Le New Age afro-américain et les mouvements créoles

Il existe cependant, mais sous des formes plus limitées, une forme de New Age d’expression afro-américaine. En effet, à l’opposé du racisme de Farrakhan au sein de « Nation of Islam », se situe le libéralisme et la « coalition arc-en-ciel » (« rainbow coalition », politique multi-ethnique) de Jesse Jackson. Les mouvements contemporains qui ressemblent le plus à une version afro-américaine du mouvement New Age se situent souvent dans cette lignée, et sont en général des expressions à tendance syncrétiste, influencées par les métissages des différentes cultures créoles, qu’elles soient des Etats-Unis ou des îles antillaises. Ces mouvements ont souvent leur centre névralgique dans les Etats du Sud (Nouvelle-Orléans, Louisiane, etc.).

Le mouvement Rastafarien, qui trouve ses origines en Jamaïque, puise largement dans un multiculturalisme syncrétique. Il puise à la fois dans la religion éthiopienne (dans laquelle il reconnaît des influences de la religion égyptienne, de la religion juive et du christianisme), dans les sermons et prédictions de Marcus Garvey, et dans des leaders charismatiques comme le chanteur reggae Bob Marley et l’Empereur d’Ethiopie Haile Selassie.
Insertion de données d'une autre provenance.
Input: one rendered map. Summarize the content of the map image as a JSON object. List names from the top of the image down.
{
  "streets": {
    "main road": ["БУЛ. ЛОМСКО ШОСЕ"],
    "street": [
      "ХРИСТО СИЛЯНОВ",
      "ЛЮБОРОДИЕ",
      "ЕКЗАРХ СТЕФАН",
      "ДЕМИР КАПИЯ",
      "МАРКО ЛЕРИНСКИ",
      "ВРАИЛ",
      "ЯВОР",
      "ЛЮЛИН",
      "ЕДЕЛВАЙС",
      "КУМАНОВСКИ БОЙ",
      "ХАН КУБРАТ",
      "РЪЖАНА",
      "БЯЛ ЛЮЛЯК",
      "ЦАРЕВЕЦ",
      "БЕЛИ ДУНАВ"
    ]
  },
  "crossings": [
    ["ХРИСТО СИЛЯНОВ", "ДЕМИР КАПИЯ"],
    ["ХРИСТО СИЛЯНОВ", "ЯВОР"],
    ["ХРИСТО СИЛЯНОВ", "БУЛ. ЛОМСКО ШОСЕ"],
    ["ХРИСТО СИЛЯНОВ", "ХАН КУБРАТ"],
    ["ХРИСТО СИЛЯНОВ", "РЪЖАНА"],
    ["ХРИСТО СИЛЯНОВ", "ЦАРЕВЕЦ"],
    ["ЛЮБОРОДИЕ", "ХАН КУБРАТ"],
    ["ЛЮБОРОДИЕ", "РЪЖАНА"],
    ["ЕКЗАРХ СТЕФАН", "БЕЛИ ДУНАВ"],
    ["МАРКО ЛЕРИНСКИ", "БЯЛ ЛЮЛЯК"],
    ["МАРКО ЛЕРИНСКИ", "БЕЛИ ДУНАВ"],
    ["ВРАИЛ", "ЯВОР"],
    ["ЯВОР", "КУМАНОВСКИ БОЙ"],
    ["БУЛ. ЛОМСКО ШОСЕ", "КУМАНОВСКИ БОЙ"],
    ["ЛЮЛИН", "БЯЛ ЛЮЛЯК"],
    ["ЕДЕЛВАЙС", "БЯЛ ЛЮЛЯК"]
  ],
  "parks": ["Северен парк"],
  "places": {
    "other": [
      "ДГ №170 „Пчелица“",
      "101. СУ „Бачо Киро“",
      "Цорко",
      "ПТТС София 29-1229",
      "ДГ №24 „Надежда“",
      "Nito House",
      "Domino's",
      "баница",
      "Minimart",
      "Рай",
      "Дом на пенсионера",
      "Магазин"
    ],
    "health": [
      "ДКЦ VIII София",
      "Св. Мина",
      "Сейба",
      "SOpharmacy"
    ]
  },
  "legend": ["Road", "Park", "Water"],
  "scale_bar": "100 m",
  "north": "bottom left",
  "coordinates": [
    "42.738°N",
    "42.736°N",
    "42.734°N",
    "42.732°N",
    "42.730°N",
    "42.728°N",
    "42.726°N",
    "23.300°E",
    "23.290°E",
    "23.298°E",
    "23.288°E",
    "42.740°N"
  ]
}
Ce dernier est d’ailleurs considéré comme le dieu vivant, « Jah ». Une lecture littérale de la Bible dicte une pratique religieuse qui comprend des restrictions dans l’alimentation (certains aliments impurs, comme le porc, sont interdits), l’utilisation du cannabis comme drogue rituelle, et le port des cheveux longs en « dreadlocks ».

De même, un certain nombre de mouvements inspirés du Vaudou* (dans lesquels l’influence créole se fait également sentir) gagnent petit à petit en notoriété et en diffusion dans la société américaine. Les cultes Santeria*, Yoruba* et Palero* s’apparentent au Néo-Paganisme, mais ils puisent dans les traditions africaines, catholiques, amérindiennes et parfois asiatiques, au lieu des traditions celtes. Cette célébration du multiculturalisme, popularisée entre autres par L. Teish dans son ouvrage Jambalaya, 188 s’associe à une certaine méfiance envers les versions « blanches » du New Age, qui est parfois vu comme élitiste.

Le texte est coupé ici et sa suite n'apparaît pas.